» The data
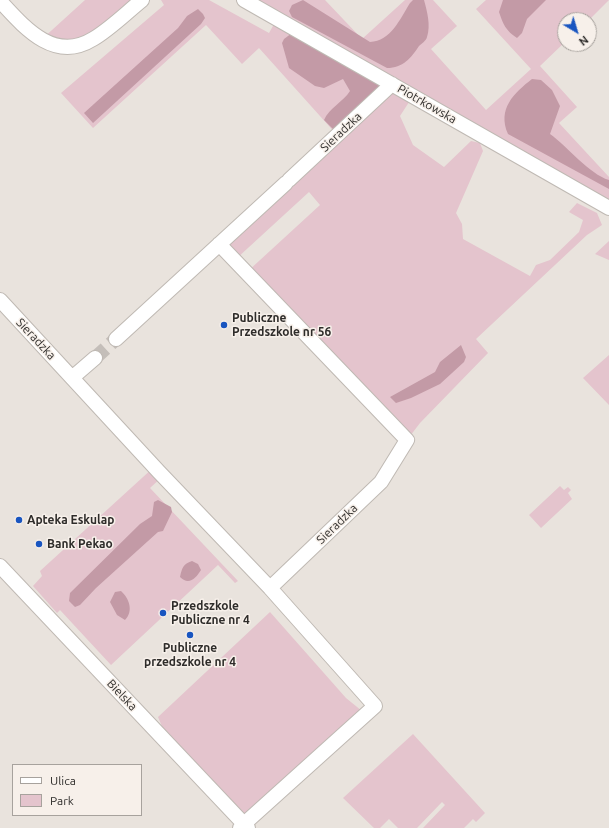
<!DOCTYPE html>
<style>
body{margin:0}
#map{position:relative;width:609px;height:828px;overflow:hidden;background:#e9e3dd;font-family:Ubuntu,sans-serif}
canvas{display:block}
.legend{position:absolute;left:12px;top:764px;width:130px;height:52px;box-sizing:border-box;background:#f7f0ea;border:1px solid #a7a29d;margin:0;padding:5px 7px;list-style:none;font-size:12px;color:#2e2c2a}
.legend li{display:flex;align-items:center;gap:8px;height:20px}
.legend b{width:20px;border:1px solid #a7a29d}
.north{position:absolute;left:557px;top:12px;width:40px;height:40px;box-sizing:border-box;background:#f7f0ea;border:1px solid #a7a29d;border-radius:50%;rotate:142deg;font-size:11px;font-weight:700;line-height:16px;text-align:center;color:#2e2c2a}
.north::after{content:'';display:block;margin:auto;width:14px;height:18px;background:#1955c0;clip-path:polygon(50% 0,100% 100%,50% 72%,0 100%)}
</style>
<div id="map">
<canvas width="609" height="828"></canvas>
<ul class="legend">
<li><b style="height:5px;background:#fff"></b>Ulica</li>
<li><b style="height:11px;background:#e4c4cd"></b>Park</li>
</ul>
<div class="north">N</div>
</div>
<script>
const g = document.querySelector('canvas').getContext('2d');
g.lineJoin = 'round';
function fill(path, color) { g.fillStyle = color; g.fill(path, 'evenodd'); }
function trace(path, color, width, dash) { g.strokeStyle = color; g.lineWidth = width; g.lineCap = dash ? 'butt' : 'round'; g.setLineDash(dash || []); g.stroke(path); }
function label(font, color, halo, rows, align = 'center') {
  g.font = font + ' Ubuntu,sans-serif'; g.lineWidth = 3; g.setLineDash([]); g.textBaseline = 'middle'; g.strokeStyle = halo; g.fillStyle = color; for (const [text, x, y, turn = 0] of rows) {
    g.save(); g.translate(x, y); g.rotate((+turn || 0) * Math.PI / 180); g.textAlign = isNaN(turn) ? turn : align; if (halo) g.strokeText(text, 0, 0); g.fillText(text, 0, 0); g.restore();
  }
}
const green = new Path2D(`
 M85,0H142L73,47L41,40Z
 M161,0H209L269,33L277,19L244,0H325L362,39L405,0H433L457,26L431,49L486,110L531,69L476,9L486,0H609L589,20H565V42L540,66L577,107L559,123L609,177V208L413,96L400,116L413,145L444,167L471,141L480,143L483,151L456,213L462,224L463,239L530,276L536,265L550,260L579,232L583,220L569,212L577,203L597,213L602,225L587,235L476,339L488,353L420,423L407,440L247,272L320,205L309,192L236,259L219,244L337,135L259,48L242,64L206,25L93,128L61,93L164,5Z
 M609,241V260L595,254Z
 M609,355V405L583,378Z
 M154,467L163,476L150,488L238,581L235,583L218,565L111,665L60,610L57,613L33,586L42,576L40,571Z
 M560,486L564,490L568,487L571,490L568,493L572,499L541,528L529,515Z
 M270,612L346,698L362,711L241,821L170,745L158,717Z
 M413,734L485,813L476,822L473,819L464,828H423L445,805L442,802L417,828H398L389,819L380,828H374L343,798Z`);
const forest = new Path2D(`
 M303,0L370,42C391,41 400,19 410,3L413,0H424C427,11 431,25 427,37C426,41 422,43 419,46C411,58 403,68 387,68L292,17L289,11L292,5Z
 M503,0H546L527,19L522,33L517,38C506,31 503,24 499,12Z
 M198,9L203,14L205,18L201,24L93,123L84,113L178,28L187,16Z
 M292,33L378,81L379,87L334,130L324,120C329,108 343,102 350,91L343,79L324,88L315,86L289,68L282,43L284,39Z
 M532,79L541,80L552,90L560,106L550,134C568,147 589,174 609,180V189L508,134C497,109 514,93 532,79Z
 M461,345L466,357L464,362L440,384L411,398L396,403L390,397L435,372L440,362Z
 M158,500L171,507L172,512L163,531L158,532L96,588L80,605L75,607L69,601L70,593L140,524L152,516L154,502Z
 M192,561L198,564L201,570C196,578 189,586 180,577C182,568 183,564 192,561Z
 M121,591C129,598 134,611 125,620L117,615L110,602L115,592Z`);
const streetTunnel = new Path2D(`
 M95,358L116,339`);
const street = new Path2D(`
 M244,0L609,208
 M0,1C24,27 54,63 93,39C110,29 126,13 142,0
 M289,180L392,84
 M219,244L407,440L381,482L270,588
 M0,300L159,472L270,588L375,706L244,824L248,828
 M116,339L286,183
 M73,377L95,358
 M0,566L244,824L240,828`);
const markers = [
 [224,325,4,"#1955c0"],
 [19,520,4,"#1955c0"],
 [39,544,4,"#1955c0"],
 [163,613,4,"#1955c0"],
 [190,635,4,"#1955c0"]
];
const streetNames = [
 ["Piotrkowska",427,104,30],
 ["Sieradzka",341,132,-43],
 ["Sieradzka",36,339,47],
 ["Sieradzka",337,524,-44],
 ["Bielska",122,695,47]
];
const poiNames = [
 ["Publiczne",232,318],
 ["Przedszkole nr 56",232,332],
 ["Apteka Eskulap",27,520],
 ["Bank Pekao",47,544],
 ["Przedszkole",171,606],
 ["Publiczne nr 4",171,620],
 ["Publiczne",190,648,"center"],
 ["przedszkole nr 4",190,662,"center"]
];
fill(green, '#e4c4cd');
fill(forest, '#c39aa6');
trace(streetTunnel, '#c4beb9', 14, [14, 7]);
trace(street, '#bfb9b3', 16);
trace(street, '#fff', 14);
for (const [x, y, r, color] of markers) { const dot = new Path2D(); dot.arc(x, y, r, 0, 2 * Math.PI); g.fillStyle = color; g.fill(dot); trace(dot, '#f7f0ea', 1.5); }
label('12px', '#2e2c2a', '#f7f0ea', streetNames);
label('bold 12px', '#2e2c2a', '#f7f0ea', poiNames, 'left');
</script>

...

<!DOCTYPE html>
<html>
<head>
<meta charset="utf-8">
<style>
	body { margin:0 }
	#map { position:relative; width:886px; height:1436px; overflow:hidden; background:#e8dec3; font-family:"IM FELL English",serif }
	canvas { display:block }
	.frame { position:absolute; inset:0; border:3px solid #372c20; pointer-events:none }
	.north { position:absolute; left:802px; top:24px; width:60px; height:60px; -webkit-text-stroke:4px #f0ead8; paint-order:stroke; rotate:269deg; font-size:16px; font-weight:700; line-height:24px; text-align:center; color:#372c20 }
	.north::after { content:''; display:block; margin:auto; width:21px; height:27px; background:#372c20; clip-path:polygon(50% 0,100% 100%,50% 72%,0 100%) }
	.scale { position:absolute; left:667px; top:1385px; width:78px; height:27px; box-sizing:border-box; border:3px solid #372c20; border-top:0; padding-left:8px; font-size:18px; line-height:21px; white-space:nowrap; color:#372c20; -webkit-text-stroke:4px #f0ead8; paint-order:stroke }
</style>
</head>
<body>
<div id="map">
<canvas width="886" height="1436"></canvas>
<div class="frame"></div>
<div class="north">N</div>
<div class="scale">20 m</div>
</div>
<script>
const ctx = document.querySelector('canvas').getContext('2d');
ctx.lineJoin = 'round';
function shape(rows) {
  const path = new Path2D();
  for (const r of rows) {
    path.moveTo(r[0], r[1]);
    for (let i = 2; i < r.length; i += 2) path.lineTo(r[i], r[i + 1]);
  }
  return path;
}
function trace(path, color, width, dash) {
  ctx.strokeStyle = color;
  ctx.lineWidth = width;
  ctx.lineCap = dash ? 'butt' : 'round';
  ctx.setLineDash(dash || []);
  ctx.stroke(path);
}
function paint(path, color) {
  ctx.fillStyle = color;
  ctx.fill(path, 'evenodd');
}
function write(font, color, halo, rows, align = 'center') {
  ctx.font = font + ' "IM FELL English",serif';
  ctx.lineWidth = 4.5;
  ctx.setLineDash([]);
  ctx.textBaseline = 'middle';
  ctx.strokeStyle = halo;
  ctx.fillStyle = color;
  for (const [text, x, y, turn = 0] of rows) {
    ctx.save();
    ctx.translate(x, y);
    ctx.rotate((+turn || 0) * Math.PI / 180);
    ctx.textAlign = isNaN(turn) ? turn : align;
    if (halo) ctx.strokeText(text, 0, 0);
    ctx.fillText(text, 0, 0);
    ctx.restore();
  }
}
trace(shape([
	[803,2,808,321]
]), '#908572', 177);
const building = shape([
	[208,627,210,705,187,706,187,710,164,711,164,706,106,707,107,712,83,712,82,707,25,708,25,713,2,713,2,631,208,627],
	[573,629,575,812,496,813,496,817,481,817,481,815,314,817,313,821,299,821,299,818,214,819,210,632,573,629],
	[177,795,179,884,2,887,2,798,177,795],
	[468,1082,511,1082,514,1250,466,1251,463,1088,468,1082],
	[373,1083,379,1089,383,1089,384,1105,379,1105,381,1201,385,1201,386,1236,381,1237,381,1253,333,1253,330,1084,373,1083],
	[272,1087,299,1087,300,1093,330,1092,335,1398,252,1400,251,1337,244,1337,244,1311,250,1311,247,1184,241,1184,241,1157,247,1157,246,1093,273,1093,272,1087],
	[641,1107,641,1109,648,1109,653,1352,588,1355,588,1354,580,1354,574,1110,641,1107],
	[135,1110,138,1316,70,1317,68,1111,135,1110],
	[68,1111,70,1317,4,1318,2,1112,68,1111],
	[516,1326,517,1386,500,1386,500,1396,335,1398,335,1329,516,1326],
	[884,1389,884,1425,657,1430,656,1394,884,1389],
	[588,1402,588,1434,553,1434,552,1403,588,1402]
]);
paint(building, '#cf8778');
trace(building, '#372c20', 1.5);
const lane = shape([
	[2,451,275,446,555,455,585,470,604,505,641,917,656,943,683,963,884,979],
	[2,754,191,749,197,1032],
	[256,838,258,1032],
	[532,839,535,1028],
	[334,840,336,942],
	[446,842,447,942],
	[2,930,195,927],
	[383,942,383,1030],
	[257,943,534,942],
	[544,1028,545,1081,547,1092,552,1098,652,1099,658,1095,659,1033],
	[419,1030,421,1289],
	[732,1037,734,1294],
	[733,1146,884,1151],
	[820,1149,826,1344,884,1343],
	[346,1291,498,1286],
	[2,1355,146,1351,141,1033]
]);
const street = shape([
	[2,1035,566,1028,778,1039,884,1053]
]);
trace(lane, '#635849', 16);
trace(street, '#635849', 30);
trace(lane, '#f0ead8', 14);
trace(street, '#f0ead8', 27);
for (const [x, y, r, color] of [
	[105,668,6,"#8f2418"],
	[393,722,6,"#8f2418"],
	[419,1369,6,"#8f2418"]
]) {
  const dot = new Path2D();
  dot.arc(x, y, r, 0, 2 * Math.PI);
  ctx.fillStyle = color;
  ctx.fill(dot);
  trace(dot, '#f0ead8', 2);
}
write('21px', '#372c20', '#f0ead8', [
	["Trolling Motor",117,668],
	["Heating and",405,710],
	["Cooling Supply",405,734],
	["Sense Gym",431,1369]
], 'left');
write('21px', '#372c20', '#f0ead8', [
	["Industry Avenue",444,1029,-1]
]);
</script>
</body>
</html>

==

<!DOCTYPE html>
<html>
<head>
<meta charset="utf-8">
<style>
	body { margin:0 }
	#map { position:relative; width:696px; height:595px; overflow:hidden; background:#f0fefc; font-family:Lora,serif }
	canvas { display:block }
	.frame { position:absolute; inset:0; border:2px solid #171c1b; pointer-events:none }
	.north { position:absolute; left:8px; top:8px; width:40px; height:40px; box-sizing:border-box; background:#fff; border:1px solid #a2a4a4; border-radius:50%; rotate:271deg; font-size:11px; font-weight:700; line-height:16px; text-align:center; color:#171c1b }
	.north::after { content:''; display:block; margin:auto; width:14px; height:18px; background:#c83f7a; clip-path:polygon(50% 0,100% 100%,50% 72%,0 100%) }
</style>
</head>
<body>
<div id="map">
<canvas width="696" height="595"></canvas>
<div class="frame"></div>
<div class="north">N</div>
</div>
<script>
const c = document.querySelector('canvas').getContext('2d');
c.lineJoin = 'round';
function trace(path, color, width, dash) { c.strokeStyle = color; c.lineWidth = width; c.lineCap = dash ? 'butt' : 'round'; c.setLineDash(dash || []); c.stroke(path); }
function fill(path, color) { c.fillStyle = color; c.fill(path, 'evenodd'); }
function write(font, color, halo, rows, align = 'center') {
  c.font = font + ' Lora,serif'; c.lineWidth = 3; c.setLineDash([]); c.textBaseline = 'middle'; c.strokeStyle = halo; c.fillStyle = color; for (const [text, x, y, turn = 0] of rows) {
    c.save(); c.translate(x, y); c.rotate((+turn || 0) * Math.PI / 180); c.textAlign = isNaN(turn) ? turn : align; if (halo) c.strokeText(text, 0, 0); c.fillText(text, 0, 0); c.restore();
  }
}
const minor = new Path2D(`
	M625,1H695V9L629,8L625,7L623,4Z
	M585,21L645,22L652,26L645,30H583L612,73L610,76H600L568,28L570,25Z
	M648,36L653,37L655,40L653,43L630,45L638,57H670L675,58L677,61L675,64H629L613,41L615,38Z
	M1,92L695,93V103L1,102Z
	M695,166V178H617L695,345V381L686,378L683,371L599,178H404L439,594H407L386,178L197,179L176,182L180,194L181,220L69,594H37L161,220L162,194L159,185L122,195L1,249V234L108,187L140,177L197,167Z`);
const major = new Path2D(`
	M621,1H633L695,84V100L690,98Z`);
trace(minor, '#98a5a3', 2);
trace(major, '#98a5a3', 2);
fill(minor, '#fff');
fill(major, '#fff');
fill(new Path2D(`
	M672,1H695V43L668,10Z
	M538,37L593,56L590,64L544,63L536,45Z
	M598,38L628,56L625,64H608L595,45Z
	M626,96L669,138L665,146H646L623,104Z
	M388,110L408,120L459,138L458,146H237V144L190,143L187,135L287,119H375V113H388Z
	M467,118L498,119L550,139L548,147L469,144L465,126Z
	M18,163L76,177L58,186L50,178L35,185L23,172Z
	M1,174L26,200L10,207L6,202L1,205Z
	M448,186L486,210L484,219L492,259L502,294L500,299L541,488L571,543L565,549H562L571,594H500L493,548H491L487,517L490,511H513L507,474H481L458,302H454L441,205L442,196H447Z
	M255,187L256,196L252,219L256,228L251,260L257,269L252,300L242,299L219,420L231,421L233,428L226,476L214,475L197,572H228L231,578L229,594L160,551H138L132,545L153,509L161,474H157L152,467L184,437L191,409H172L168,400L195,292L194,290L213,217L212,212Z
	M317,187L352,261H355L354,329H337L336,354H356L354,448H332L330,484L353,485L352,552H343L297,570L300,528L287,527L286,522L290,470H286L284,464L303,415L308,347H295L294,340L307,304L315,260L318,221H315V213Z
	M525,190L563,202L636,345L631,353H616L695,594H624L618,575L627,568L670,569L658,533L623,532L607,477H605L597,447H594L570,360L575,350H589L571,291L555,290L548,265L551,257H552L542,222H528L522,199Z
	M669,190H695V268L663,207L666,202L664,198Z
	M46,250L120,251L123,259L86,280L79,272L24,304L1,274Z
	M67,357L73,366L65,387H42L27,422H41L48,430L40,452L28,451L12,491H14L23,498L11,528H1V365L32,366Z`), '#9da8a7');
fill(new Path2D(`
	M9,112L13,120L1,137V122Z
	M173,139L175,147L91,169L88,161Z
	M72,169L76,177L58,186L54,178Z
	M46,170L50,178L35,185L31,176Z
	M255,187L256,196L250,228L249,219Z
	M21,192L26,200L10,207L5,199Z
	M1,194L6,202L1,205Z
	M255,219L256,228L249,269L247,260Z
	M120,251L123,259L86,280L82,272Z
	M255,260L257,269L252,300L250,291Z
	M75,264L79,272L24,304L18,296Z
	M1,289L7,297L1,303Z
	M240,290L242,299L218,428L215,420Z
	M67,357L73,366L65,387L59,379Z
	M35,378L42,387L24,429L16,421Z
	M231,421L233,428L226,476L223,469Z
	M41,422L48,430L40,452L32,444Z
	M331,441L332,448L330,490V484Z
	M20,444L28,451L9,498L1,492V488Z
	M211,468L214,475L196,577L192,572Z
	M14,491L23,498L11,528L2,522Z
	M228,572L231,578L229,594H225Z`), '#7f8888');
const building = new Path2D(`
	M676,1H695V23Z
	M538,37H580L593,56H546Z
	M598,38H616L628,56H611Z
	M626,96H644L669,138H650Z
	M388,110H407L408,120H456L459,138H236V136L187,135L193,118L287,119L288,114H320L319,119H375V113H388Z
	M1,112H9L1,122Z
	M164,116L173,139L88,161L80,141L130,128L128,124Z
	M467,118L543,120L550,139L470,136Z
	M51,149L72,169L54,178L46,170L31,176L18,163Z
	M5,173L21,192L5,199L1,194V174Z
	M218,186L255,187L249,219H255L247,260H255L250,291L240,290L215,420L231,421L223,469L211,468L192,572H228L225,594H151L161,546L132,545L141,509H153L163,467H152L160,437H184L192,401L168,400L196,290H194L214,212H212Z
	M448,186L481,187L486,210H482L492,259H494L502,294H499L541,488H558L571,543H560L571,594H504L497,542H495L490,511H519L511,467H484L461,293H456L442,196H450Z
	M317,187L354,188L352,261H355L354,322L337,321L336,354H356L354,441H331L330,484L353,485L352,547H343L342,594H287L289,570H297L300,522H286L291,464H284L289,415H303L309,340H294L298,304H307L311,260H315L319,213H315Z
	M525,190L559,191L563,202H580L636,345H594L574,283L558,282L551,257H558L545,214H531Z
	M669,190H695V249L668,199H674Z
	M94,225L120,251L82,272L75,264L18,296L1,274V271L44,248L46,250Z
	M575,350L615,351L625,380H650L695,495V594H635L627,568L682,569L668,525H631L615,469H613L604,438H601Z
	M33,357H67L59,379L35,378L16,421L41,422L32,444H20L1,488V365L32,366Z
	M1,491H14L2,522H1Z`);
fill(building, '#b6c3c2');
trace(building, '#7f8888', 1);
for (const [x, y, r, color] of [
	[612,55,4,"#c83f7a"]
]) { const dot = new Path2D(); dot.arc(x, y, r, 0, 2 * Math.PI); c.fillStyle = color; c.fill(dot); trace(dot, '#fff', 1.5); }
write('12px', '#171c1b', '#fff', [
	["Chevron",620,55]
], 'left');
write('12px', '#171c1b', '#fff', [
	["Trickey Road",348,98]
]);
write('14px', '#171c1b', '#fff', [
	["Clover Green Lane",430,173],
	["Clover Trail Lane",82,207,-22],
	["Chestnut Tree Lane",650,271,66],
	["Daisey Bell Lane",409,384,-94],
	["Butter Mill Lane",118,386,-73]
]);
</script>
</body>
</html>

» Problem to work on
I'd like the lines above from the one with "ctx.translate(x, y);" up to and including the one with "[803,2,808,321]" copied exactly, with no other lines.

» Task result
    ctx.translate(x, y);
    ctx.rotate((+turn || 0) * Math.PI / 180);
    ctx.textAlign = isNaN(turn) ? turn : align;
    if (halo) ctx.strokeText(text, 0, 0);
    ctx.fillText(text, 0, 0);
    ctx.restore();
  }
}
trace(shape([
	[803,2,808,321]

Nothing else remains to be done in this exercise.